No proven antidotes for phenylcyclohexyl piperidine (PCP), also known as phencyclidine, toxicity are known. Pharmacologic therapy facilitates supportive care and seizure control with special attention to respiratory and cardiac function.


Sedative/hypnotic and anticonvulsant agents

Class Summary

Benzodiazepines are first-line agents for controlling seizures in patients with PCP toxicity. Barbiturates, propofol, or both provide a useful adjunct in the treatment of seizures or treatment of status epilepticus unresponsive to benzodiazepines. All of these agents are helpful in sedating patients with extreme agitation.

Diazepam (Valium)

Depresses all levels of CNS (eg, limbic and reticular formation), possibly by increasing activity of GABA. Although seizures may be promptly controlled, seizure activity resumes in a significant proportion of patients, presumably because of the short duration of action with an initial dose of IV diazepam. Rapidly distributes to other body fat stores. Twenty minutes after initial IV infusion, serum concentration drops to 20% of Cmax.

Lorazepam (Ativan)

By increasing the action of GABA, (major inhibitory neurotransmitter in the brain), may depress all levels of CNS, including limbic and reticular formation

Pentobarbital (Nembutal)

Short-acting barbiturate with sedative, hypnotic, and anticonvulsant properties; can produce all levels of CNS mood alteration.

Propofol (Diprivan)

Phenolic compound that is a sedative hypnotic agent used for induction and maintenance of anesthesia or sedation. Has also been shown to have anticonvulsant properties.


Decontamination agents

Class Summary

Consider activated charcoal decontamination in patients with oral PCP overdose who present within 4 hours of ingestion.

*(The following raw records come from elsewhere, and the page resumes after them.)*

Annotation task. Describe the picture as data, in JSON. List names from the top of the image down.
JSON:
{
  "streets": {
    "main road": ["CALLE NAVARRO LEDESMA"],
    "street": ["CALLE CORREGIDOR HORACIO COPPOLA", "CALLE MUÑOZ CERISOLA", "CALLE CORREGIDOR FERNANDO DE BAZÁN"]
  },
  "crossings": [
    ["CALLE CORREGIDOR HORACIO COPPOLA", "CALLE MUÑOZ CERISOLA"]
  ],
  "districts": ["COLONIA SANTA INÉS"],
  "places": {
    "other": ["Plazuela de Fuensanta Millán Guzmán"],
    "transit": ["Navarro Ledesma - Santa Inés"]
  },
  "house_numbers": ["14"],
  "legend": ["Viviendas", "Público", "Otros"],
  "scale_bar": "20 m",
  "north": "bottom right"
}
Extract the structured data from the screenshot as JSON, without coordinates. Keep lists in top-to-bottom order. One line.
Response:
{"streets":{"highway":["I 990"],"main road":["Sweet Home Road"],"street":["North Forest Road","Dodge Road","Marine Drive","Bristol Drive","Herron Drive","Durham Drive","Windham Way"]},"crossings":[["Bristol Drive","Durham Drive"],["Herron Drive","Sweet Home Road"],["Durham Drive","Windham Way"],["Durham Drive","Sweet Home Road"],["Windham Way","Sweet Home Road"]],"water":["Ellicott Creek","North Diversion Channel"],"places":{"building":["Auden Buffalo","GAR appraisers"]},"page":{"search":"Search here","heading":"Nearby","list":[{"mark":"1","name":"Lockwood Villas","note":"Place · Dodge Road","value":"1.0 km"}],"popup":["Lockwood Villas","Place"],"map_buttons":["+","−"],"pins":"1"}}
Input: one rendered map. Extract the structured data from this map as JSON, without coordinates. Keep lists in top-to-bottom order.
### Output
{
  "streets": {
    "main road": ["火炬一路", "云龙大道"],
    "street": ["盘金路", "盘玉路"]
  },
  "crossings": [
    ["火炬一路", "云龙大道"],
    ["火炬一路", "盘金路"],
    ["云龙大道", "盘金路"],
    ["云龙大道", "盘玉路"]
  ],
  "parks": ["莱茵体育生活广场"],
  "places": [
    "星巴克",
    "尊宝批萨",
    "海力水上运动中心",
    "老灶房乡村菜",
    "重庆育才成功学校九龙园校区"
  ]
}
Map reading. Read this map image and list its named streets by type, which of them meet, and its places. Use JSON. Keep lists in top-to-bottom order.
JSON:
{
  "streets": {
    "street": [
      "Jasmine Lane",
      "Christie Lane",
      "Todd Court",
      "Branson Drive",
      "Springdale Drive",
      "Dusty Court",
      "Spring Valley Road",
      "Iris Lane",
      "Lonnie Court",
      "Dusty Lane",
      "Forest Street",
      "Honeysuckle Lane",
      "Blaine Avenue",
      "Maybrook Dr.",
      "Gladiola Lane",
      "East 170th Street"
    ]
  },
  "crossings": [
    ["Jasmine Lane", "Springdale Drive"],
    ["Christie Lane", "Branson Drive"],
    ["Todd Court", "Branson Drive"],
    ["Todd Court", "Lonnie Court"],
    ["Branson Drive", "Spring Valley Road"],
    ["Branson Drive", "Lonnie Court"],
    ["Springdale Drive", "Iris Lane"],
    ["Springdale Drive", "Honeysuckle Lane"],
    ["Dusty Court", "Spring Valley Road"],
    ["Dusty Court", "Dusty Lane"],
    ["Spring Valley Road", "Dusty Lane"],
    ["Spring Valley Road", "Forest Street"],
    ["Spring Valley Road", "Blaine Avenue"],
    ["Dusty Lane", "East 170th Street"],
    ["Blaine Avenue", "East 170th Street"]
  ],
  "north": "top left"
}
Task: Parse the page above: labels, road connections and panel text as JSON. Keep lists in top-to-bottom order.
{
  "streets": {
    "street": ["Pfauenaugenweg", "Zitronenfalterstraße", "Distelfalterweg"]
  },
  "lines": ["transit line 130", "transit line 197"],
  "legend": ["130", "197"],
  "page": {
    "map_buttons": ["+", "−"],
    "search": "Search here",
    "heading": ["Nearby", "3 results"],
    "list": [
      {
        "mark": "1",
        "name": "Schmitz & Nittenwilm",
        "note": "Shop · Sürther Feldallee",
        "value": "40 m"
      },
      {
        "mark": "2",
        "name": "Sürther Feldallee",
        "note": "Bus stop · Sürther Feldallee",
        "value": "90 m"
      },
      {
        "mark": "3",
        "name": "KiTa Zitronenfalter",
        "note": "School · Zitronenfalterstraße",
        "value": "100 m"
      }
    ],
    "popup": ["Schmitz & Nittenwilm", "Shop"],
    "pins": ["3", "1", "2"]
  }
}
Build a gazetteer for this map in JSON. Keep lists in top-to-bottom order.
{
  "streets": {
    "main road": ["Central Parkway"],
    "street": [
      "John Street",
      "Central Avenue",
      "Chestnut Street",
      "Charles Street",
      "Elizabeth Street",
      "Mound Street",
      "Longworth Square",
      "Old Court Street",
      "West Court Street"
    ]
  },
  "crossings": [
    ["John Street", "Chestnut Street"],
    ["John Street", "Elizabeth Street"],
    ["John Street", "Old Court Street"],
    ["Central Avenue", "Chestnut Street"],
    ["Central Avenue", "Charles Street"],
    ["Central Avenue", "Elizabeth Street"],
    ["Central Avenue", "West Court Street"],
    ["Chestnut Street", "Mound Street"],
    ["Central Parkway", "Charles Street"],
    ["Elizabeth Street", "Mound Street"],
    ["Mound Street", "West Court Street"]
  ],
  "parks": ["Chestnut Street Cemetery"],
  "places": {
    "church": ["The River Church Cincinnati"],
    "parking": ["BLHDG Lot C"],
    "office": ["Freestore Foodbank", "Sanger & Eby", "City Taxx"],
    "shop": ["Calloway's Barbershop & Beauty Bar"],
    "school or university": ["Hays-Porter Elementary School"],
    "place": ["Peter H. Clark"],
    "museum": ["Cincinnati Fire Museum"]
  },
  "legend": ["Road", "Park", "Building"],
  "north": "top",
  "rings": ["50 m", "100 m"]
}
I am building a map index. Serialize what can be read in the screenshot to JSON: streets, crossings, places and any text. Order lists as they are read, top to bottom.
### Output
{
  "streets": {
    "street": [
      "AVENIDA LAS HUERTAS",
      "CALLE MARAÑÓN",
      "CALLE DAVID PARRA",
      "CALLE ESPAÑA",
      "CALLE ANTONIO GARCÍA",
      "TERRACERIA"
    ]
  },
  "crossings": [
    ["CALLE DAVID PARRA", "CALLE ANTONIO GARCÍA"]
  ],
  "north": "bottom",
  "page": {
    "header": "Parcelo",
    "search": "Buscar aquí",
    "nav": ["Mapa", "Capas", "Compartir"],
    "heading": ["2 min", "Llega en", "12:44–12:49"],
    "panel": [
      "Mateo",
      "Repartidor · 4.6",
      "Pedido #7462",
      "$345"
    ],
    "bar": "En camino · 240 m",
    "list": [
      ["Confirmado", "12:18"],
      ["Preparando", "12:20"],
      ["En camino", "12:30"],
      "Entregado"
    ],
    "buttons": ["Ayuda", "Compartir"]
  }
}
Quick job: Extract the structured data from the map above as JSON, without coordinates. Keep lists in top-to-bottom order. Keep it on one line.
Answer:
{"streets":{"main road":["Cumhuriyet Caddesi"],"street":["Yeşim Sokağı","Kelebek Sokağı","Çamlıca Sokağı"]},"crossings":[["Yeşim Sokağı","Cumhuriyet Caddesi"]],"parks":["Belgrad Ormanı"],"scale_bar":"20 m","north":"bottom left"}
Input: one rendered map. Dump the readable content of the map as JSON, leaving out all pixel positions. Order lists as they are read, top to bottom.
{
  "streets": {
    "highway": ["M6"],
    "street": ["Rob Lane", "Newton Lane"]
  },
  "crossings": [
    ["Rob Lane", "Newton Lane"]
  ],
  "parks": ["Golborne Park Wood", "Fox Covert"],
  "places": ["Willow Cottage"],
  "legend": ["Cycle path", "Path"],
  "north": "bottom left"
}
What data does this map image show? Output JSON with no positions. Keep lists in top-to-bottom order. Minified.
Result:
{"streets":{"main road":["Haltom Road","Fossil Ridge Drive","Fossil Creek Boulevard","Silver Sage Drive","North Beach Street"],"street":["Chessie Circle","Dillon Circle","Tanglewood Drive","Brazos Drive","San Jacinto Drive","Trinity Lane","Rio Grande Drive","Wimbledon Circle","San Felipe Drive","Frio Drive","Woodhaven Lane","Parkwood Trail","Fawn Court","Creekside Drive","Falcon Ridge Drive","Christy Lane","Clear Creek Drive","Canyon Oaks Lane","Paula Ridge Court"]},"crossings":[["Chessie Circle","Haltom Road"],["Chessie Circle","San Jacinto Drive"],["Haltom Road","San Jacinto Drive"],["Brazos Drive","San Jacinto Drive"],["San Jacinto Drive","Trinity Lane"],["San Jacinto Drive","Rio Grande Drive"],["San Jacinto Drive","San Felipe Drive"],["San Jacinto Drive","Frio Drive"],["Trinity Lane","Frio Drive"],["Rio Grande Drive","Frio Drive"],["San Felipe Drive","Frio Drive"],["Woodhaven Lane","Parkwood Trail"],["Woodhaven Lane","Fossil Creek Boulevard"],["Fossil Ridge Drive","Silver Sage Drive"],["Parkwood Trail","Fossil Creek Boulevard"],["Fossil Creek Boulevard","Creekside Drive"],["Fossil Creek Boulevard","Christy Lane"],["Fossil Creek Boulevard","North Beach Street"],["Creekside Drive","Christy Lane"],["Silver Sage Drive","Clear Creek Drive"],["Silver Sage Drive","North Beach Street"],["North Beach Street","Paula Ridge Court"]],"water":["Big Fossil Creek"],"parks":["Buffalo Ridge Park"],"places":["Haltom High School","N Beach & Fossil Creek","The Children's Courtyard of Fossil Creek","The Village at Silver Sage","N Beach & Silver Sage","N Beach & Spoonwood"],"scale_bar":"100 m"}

Activated charcoal (Actidose-Aqua, Liqui-Char)

Emergency treatment in poisoning caused by drugs and chemicals. Network of pores present in activated charcoal adsorbs 100-1000 mg of drug per gram of charcoal. Does not dissolve in water.



Class Summary

These are used for treatment for acute ketamine-induced dystonia.

Diphenhydramine (Benadryl)

First-generation antihistamine with anticholinergic effects that binds to H1 receptors in the CNS and the body.

Competitively blocks histamine from binding to H1 receptors. Has significant antimuscarinic activity and penetrates CNS, which causes pronounced tendency to induce sedation. Approximately half of those treated with conventional doses experience some degree of somnolence. A small percentage of children paradoxically respond to diphenhydramine with agitation.

DOC for initial treatment of acute dystonia or akathisia not caused by antihistamines. Use diazepam for treatment of acute dystonia secondary to antihistamines.


Antihypertensive agents

Class Summary

Recommended treatment agents for PCP-induced malignant hypertension with end-organ damage, if blood pressure control continues to be inadequate after agitation treatment.

Nitroprusside (Nitropress)

Produces vasodilation and increases inotropic activity of the heart. At higher dosages it may exacerbate myocardial ischemia by increasing the heart rate.

Phentolamine (OraVerse, Regitine)

Alpha-1 and alpha-2 adrenergic blocking agent that blocks circulating epinephrine and norepinephrine action, reducing hypertension that results from catecholamine effects on the alpha receptors.